Treasure Chest | Jan 18 2017
This story features TREASURY WINE ESTATES LIMITED. For more info SHARE ANALYSIS: TWE
One broker believes the market is underestimating the opportunity available for Treasury Wine Estate as the Chinese discover Australian wine.
– Morgan Stanley upgrades
– China under-appreciated
– Americas to turn around
By Greg Peel
A couple of years ago, Treasury Wine Estates ((TWE)) was unloved. It has not been a great journey for the company both before and after it came into existence as an individually listed entity.
Many moons ago, wine conglomerate Southcorp though it was on a winner in consolidating many well-known Australian wine brands and jumping on the bandwagon of popularity of Aussie wines overseas. Unfortunately for Southcorp, that race had already been run. Aussie wines were already becoming “so last year” in the likes of the US and the UK.
Southcorp responded by "merging" with beer giant Foster’s – a move which was to ultimately bring down the company’s CEO and force Southcorp to be broken up. The more valuable beer business was sold off to a multinational. The remaining, out-of-favour rump of a wine business became Treasury Wine Estate.
Even in its early life, Treasury suffered from excess inventory issues, particularly in the US. The market refused to get behind the company, despite one analyst famously suggesting the stock was worth $10 on the strength of the Penfolds brand alone (the share price was half that at the time). That analyst eventually conceded defeat, around about the time Treasury decided to pour all its excess inventory of cheap coiffers down the sink.
That move signalled the beginning of a recovery. The share price has since exceeded $10, no doubt leaving one analyst torn between being bitter and smug. While cheap and cheerful Aussie wine retains a level of balanced popularity in the US and UK, among domestic and other imported offerings (including from South America and Eastern Europe), premium Aussie wine sales have failed to excite. But then along came China.
The average Chinaman’s tipple of choice has to date been beer or baijiu, the latter being a grain-based spirit boasting 40-60% alcohol by volume. But as the well-known tale of the growing Chinese middle and upper class plays out, the Chinese are now embracing wine. And in particular, Aussie wine.
According to a survey conducted by the analysts at Morgan Stanley, Chinese consumer preference is undergoing a long-term gradual shift from beer/baijiu to wine. And the Chinese are not like the Yanks and Poms who lean towards those cheap and cheerfuls. The Chinese prefer wine priced abovef RMB1000. When Aussie wine first hit England, it was all about keeping the price point under ten pounds.
The survey also found Aussie wine is growing in popularity at the expense of French wine. All this is pointing to potential growth upside for Treasury Wine exports. The company is further supported by Aussie wine as yet being hard to find in China, and by a broad-based presence in the country that can help alleviate that issue.
Having conducted the survey, Morgan Stanley now believes the market is under-appreciating the upside available for Treasury Wine in China.
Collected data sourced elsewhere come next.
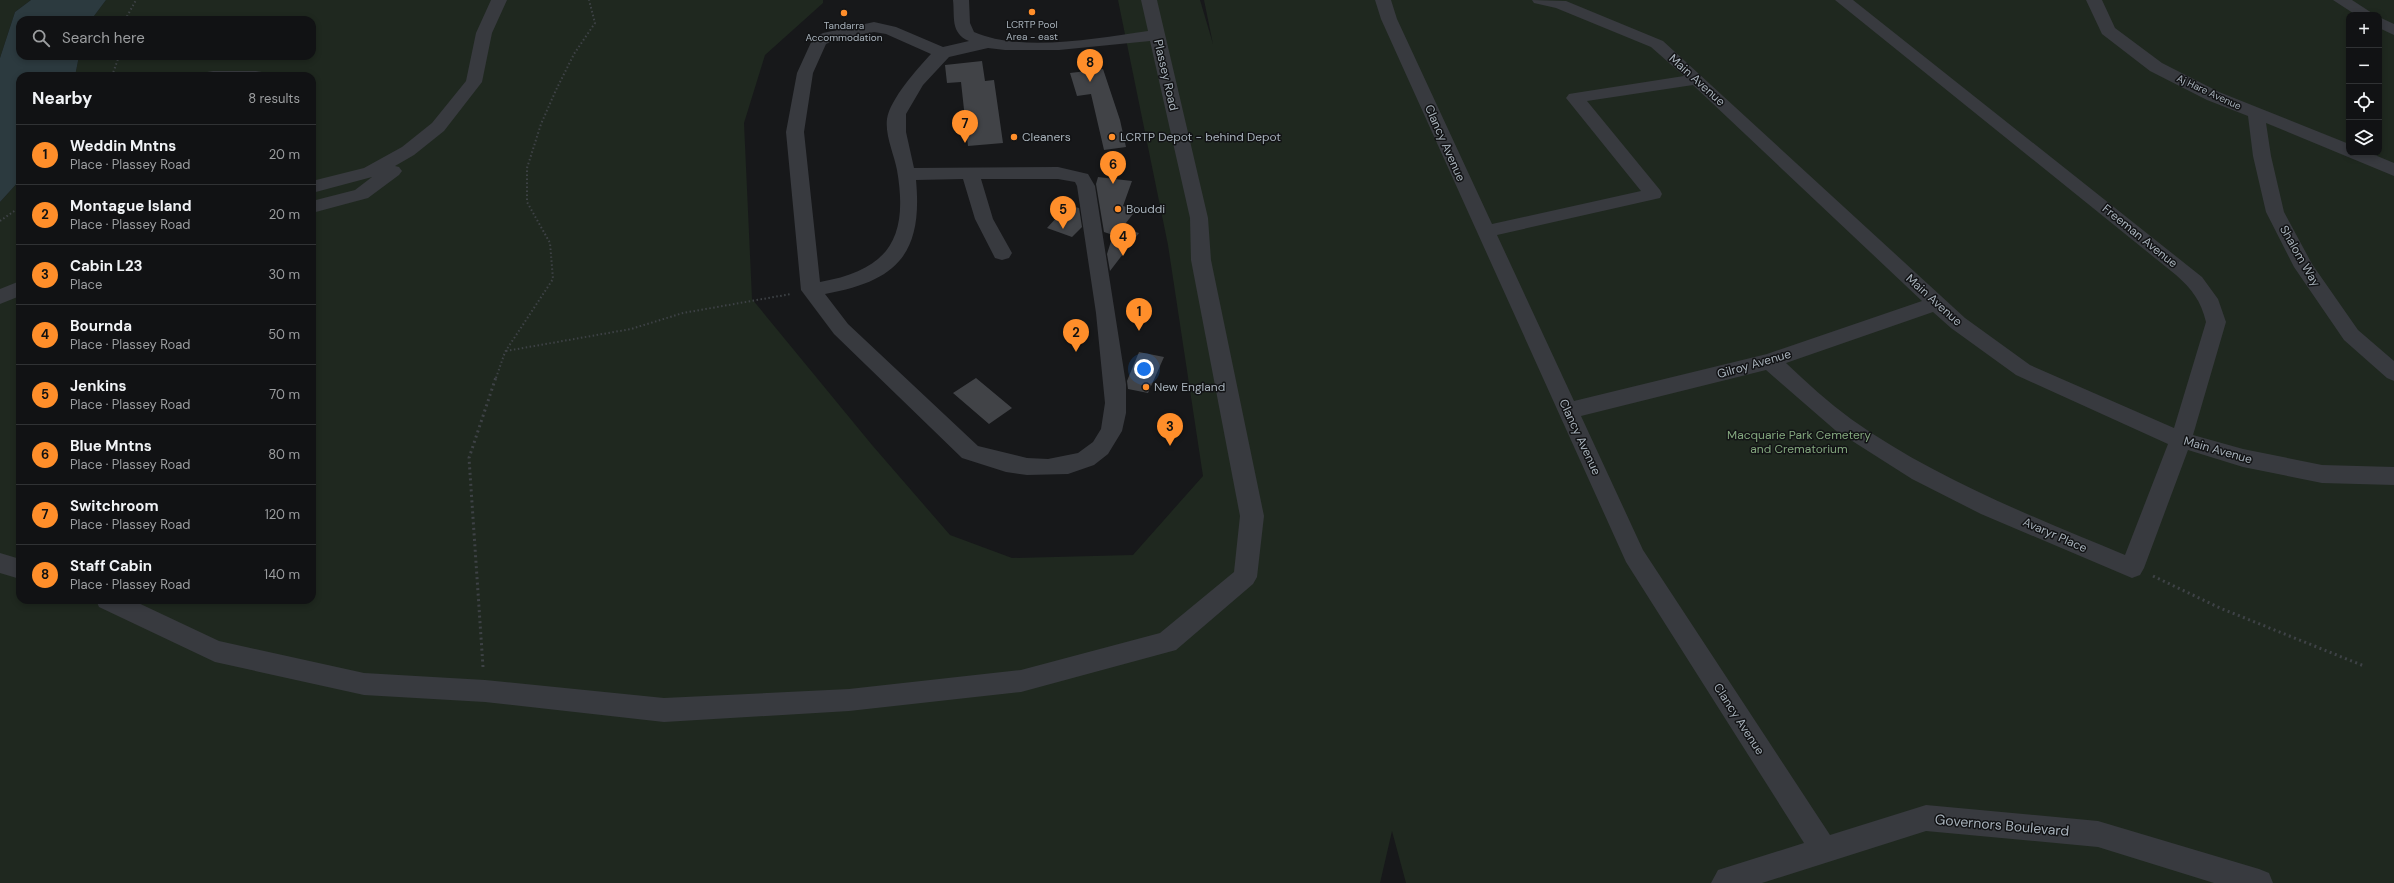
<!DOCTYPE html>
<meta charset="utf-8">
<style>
body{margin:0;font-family:"DM Sans",sans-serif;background:#1e2022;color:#f1f3f6}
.controls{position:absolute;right:12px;top:12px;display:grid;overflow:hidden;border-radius:8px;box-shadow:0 2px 6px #0003}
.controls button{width:36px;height:36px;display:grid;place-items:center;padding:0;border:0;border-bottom:1px solid #303234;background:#111214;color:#f1f3f6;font:20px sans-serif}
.you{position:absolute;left:1144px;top:369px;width:14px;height:14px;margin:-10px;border:3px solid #fff;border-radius:50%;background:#1a73e8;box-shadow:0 0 0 6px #1a73e833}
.badge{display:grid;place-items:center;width:26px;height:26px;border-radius:50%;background:#ff8e2a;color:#111;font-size:13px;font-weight:700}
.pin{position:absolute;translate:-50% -33px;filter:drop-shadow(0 1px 2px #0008)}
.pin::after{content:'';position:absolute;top:21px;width:14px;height:12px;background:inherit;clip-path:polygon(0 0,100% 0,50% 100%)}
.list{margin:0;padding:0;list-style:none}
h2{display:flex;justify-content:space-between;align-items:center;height:52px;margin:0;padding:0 16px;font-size:17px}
h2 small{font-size:13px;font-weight:400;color:#9c9ea0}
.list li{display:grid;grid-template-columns:26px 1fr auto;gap:12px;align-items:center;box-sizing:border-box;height:60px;padding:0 16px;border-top:1px solid #303234}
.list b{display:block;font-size:15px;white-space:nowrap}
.list p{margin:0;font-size:13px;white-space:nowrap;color:#9c9ea0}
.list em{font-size:13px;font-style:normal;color:#9c9ea0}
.icon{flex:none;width:22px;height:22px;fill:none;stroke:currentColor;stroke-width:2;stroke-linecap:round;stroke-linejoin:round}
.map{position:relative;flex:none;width:2394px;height:883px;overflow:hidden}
.search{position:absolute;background:#111214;box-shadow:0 2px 6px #0003;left:16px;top:16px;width:300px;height:44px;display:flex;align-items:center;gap:10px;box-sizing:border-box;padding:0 14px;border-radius:12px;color:#9c9ea0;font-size:15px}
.panel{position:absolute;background:#111214;box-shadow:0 2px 6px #0003;left:16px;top:72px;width:300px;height:532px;border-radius:12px}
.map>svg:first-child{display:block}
.green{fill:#1f281f;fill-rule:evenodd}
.water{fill:#2c3a3f}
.building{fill:#414347}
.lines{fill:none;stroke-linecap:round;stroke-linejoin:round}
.path-far1{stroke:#3e4246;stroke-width:2;stroke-dasharray:1.5 2.5;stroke-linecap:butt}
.path{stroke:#3e4246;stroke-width:3;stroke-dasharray:2 3.5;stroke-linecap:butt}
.minor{fill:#383a3f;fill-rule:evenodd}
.poi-dot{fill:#ff8e2a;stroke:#121315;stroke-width:1.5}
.labels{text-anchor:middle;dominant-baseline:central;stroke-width:3;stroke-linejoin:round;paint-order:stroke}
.far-poi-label{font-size:10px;fill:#a8b2bb;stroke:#121315}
.far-street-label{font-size:10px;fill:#a8b2bb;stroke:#121315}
.street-label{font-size:12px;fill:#a8b2bb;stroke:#121315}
.poi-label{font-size:12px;fill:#a8b2bb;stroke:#121315;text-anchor:start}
.park-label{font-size:12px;fill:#83a77e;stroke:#121315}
.near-street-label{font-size:14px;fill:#a8b2bb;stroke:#121315}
</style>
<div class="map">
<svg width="2394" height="883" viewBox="0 0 2394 883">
<rect width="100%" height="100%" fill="#17181a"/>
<path class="green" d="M0,0H31L15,12L0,58Z
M106,0H823V3L765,55L744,123L752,299L872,445L950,535L1012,558L1133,555L1203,476L1168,245L1118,0H1200L1213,44L1204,0H2394V883H1406L1392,831L1380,883H0V202L20,180V600H312V76H75L79,56H312V20H91ZM2349,15H2379V153H2349Z"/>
<path class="water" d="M31,0H106L91,20H20V56H79L75,76H20V180L0,202V58L15,12Z"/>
<path class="building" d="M982,61L985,81L994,80L1003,143L968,146L961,82L947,83L945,65Z
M1103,69L1120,120L1126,147L1104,150L1091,94L1077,96L1070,73Z
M1098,177L1132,181L1123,206L1136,210L1122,228L1139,233L1110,271L1107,254L1113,235L1104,232L1096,184Z
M1068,205L1079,208L1082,227L1072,237L1047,228Z
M1139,352L1164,357L1148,393L1128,389L1127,381Z
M976,378L1012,408L989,424L953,393Z"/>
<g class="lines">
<path class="path-far1" d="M125,20L136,0
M112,76L119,56
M0,221L20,207
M506,351L631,329L683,313L791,294
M496,378L505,352L553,279L550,243L527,202V168L541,124L556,90L574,54L595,23L589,0"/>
<path class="path" d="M2153,576L2220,608L2364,666
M483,667L469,458L496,377"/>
<path class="minor" d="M491,0H507L492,33L482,82L444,131L414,155L395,166L399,167L402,171L399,175L368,198L312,213V201L355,190L372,177L312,193V181L364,168L402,147L432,123L466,81L476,33Z
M953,0H969L970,23L974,32C1022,53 1097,38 1148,31L1141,0H1157L1208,218L1211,260L1264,516L1257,577L1253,584L1176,650L1021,692L849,711L664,722L485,702L364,695L215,662L99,607L96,600H132L219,641L364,673L485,680L664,698L849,689L1021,670L1160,633L1234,572L1240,516L1191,260L1190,218L1150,41L1059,50H1005L988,48L949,57L923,85L906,114V132L914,168L1058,167L1088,174L1095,186L1126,384V413L1122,431L1108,454L1094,465L1068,474L1027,475L1006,472L962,458L834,334L801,290L786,132L797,73L813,38L823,33L874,22L896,27L943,47L969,41C950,33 955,17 953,0ZM874,32L886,34L931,54C918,68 890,99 887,119C885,136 894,154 897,170C909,239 888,270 820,282L804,132L813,73L826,44L834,40ZM963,179L975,219L995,258L1002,260L1009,258L1012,253L993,219L981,179H1058L1075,182L1077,186L1096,313L1105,403L1101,429L1093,442L1078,453L1048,459L1027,458L978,446L848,324L825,294C897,281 923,254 916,180Z
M1375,0H1391L1397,19L1492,224L1641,191L1566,98L1569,94L1575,93L1684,76L1651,47L1556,8L1534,3L1532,0L1566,1L1663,41L1965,318L2030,365L2174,428L2206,322C2201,301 2192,289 2176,275L1835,0H1853L2202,277L2218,299L2226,322L2193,435L2243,449L2322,465L2394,467V485L2322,483L2243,467L2188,450L2144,568L2140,575L2132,578L1981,514L1912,479L1835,430L1766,370L1581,416L1643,550L1830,835L1926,805L2098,821L2259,869L2269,873L2273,883H2214L2098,847L1926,831L1762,883H1711L1718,870L1804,843L1626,562L1381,19ZM1693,85L1922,301L1767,354L1574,401L1497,235L1660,198L1662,194L1660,190L1587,101ZM1933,312L1951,328L2016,375L2168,444L2125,555C2031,516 1934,478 1851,419C1828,402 1807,383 1786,363Z
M2086,0H2102L2115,28L2162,63L2219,92L2349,144V153H2370L2394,163V176L2266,123L2271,156L2284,212L2312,264L2358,330L2394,361V381L2387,378L2344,340L2294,267L2266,212L2253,156L2248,116L2207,100L2150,71L2102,34Z
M2333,0H2352L2375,15H2356Z
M2379,17L2394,24V35L2379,28Z
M213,71H256L262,72L264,76H205L207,72Z
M20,281V296L0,304V289Z
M0,553L20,559V579L0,573Z"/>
</g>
<g class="poi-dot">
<circle cx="1032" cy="12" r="4"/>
<circle cx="844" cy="13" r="4"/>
<circle cx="1014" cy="137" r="4"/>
<circle cx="1112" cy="137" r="4"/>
<circle cx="1118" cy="209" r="4"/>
<circle cx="1146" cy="387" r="4"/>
</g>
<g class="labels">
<g class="far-poi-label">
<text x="1032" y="24">LCRTP Pool<tspan x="1032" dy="12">Area - east</tspan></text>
<text x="844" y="25">Tandarra<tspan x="844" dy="12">Accommodation</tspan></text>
</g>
<g class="far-street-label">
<text transform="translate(2209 92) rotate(25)">Aj Hare Avenue</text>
</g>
<g class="street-label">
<text transform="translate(1166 75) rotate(77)">Plassey Road</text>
<text transform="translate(1697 80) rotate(42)">Main Avenue</text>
<text transform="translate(1445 143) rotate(66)">Clancy Avenue</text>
<text transform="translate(2140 236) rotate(39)">Freeman Avenue</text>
<text transform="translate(2300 256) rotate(60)">Shalom Way</text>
<text transform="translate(1934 300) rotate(42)">Main Avenue</text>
<text transform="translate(1754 364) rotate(-16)">Gilroy Avenue</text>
<text transform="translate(1580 437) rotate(65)">Clancy Avenue</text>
<text transform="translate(2218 450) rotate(16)">Main Avenue</text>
<text transform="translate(2055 535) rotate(24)">Avaryr Place</text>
<text transform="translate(1739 719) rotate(57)">Clancy Avenue</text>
</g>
<g class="poi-label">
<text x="1022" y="137">Cleaners</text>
<text x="1120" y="137">LCRTP Depot - behind Depot</text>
<text x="1126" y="209">Bouddi</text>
<text x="1154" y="387">New England</text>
</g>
<g class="park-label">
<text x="1799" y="435">Macquarie Park Cemetery<tspan x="1799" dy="14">and Crematorium</tspan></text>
</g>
<g class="near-street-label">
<text transform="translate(2002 825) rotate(5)">Governors Boulevard</text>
</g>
</g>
</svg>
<div class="controls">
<button>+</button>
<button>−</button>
<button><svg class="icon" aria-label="locate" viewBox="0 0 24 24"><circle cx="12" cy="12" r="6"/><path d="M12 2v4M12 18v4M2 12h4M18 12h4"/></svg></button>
<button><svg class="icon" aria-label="layers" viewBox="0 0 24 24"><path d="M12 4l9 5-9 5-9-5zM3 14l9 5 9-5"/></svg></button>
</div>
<div class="you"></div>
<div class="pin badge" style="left:1139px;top:331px">1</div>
<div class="pin badge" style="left:1076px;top:352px">2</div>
<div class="pin badge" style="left:1170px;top:446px">3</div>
<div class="pin badge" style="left:1123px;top:256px">4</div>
<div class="pin badge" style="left:1063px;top:229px">5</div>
<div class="pin badge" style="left:1113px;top:184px">6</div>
<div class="pin badge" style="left:965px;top:143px">7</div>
<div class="pin badge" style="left:1090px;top:82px">8</div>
<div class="search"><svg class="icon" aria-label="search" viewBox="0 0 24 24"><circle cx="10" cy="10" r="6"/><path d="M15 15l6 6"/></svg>Search here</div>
<section class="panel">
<h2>Nearby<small>8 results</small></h2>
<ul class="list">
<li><span class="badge">1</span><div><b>Weddin Mntns</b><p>Place · Plassey Road</p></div><em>20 m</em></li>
<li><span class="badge">2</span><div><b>Montague Island</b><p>Place · Plassey Road</p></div><em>20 m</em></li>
<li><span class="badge">3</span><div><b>Cabin L23</b><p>Place</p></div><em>30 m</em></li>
<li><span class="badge">4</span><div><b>Bournda</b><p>Place · Plassey Road</p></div><em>50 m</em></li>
<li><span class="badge">5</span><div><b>Jenkins</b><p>Place · Plassey Road</p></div><em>70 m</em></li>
<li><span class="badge">6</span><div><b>Blue Mntns</b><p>Place · Plassey Road</p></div><em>80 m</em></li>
<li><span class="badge">7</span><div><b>Switchroom</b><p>Place · Plassey Road</p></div><em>120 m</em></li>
<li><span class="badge">8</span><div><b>Staff Cabin</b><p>Place · Plassey Road</p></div><em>140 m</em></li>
</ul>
</section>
</div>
There has been little new news out of the company since its AGM in November. No trading update or specific guidance was provided at the meeting but management was very upbeat, probably because, brokers suggested at the time, wine prices were on the rise. Management introduced a long term aspirational earnings margin of 30%. The general feeling among analysts was that this was a bit pie in the sky.
The biggest problem for Treasury Wine remained the underperforming Americas. On this subject, Morgan Stanley notes the company is now placing a greater focus on “priority” brands, cost discipline, and divestment of commercial volumes. The analysts believe the Americas business is well placed to turn around.
As a comparison, Treasury Wine generates 17% higher sales per litre than global beverage giant Constellation Brands, the analysts note, but 37% less profit per litre. Constellation is generating the sort of margins Treasury is aspiring too, and Constellation is thus showing it’s not beyond the realms.
Coming back to recent price rises for Aussie wine, Morgan Stanley notes the company is highly leveraged, such that a price rise for Penfolds falls mostly to the bottom line. Treasury lifted prices by 8-17% in October. If similar 25-30% mark-ups are assumed, retail prices in China and Hong Kong are at a 20-60% premium to Australia, the analysts note.
Morgan Stanley has upgraded its recommendation on Treasury Wine Estate to Overweight from Equal-weight, lifting its share price target to $13 from $10. This puts Morgan Stanley’s target well ahead of the pack (of FNArena database brokers) that have not reviewed their numbers since November. The consensus target rises to $10.41.
Ord Minnett is the only other database broker to have a positive rating on the stock, albeit Accumulate, which is a shade less committed than Buy. All other brokers are sitting on Hold or equivalent ratings other than Citi (Sell), who sees the aspirational 30% margin goal as overly optimistic (or at least did so last year).